Investigate differences in imputation results between `tskit.lshmm` and BEAGLE

szhan commented 1 year ago

Genotype imputation using the two methods currently yield dramatically different results, with tskit.lshmm performing far worse than BEAGLE than expected.

I'm using high-coverage (>30x) individual samples (n = 876) in the unified genealogies as a case study to figure out why the imputation results are so different despite the fact that both the methods use the same underlying Li & Stephens HMM model for sample matching (albeit different implementations, obviously).

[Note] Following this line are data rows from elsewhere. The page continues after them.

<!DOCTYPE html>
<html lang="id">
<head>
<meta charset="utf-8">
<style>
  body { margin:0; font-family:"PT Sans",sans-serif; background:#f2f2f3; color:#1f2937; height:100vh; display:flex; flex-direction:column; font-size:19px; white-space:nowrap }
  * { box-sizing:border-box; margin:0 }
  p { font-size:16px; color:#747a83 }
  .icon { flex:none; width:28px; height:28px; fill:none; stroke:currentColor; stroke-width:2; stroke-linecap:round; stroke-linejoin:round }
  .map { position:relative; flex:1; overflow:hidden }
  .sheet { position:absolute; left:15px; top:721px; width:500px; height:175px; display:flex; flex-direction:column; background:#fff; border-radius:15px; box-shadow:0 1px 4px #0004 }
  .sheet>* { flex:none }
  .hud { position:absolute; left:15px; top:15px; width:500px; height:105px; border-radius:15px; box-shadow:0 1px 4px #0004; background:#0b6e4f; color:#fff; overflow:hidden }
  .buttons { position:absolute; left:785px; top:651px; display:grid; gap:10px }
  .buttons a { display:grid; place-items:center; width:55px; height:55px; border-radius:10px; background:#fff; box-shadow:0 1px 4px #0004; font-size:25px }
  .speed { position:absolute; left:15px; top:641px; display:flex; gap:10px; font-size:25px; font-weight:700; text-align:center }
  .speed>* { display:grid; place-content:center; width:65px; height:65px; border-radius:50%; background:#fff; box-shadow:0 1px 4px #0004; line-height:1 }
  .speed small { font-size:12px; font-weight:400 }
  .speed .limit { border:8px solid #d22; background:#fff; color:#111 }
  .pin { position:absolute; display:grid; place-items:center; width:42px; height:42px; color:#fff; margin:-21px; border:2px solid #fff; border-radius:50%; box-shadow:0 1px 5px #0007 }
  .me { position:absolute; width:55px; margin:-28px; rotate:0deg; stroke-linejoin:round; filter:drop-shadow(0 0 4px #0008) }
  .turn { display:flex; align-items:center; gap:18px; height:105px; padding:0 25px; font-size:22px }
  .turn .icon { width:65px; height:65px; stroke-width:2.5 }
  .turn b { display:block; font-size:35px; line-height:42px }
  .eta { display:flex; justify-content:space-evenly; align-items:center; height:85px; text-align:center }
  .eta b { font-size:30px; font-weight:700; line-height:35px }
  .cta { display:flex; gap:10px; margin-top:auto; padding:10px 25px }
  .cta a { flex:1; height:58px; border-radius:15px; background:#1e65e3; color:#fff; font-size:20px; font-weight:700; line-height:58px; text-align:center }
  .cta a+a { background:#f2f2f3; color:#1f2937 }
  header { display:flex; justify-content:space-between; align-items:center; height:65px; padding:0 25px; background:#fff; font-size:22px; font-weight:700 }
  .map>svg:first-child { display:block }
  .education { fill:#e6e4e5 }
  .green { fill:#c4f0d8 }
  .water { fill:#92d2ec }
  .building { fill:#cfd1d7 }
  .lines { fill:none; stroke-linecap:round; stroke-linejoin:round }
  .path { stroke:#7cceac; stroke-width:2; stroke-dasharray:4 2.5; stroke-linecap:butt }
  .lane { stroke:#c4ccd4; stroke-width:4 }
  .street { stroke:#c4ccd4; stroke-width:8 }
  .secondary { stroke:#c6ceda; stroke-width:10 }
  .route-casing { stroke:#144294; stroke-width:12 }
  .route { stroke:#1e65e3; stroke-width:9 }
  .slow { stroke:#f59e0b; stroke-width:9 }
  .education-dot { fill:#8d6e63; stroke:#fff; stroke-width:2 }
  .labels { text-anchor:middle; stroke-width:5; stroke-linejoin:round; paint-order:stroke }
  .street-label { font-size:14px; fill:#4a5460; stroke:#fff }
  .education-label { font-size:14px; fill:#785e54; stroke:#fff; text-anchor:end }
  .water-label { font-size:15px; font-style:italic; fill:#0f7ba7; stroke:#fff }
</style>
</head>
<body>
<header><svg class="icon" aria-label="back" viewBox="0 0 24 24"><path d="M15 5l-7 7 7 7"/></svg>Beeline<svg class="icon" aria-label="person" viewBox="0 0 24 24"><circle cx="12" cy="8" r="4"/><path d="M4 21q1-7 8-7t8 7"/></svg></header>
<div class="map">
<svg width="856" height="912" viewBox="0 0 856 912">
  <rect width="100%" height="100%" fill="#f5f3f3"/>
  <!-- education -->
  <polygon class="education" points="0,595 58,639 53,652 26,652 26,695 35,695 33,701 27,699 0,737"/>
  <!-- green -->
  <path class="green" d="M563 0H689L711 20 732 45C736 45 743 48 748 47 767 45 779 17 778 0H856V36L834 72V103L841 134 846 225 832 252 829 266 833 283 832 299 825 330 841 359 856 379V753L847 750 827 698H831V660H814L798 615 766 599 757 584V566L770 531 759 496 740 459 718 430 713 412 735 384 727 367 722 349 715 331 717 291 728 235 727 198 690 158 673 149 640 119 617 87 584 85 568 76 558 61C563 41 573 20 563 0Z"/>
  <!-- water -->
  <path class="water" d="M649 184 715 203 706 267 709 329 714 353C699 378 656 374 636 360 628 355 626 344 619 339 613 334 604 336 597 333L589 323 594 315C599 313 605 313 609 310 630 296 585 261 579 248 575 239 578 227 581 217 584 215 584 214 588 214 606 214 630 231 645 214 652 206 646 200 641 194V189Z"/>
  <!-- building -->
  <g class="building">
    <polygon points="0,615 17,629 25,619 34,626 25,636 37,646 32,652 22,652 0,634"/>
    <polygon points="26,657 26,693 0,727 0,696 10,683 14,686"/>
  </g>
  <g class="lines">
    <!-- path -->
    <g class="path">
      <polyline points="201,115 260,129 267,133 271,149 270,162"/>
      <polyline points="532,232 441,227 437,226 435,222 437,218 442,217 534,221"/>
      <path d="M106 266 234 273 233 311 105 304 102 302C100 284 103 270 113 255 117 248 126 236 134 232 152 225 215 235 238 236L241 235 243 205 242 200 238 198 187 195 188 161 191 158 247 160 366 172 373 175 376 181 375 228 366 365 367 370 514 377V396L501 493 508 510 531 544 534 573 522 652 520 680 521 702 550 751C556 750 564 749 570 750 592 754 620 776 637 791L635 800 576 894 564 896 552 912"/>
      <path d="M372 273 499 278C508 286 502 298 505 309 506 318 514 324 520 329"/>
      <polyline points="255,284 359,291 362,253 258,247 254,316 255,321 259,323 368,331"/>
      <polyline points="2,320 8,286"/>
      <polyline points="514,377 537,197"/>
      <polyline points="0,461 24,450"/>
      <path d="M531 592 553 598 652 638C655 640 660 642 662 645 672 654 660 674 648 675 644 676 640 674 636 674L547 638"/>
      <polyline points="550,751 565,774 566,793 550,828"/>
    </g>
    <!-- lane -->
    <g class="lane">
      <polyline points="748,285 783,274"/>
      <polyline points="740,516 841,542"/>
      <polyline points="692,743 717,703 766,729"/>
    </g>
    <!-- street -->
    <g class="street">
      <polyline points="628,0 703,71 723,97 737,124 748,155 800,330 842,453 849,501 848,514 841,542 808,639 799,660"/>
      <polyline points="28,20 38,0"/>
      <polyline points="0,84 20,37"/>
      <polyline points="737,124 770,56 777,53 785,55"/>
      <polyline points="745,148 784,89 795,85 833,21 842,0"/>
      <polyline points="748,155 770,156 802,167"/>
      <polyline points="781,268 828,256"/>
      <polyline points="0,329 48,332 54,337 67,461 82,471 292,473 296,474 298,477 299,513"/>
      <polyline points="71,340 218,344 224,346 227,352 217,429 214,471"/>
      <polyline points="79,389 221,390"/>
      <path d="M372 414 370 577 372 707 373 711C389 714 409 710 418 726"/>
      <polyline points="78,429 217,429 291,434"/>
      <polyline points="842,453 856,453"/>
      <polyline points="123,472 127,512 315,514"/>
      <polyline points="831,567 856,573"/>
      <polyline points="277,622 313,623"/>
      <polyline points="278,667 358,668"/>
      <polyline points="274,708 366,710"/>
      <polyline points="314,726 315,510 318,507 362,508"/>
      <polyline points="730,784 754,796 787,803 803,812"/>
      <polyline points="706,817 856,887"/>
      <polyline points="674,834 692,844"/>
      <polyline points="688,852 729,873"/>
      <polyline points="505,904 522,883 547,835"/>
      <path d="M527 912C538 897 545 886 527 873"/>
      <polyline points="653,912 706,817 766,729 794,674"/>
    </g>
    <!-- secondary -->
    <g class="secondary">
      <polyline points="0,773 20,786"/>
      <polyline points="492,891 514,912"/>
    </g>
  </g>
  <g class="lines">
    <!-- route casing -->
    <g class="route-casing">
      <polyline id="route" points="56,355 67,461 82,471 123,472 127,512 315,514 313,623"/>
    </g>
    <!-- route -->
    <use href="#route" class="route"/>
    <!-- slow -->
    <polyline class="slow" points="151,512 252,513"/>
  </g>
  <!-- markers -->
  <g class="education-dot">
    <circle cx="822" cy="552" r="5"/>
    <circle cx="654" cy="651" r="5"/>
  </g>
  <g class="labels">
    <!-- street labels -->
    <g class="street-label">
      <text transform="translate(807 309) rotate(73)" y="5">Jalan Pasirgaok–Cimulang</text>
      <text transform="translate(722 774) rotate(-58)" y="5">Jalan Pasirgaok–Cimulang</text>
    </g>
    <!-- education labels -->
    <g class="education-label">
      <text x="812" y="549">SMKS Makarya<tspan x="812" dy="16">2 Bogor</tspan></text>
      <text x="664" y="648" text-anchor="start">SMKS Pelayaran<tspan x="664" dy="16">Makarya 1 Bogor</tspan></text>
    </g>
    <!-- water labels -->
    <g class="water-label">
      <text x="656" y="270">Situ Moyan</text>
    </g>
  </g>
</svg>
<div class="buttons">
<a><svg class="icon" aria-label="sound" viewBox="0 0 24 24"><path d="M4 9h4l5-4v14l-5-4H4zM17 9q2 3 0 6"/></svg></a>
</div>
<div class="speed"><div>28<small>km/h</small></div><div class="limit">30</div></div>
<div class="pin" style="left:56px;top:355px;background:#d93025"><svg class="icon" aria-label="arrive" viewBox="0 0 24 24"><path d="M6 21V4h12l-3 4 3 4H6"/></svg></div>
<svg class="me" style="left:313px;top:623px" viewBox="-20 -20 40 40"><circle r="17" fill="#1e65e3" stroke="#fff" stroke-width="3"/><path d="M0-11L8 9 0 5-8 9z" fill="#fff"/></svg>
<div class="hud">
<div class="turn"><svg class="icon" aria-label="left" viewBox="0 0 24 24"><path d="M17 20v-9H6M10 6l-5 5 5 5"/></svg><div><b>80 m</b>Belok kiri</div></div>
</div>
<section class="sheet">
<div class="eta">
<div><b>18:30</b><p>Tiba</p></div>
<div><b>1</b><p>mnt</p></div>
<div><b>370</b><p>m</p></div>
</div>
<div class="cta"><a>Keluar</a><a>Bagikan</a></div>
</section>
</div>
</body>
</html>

I've randomly partitioned the high-coverage samples into a mock reference panel (n = 700) and a mock target study cohort (n = 176). Also, I'm focussing on only chip-like sites (n = 7,899), which are covered by a commercially available genotyping array (see #10 ). This means that I'm subsetting both the reference panel and target cohort to only the genetic variation data at the chip-like sites.

The idea is to run tskit.lshmm to match the target samples against the reference panel under different parameters and then to see how the number of wrongly imputed sites varies. Also, the results are to be compared with those results obtained using BEAGLE.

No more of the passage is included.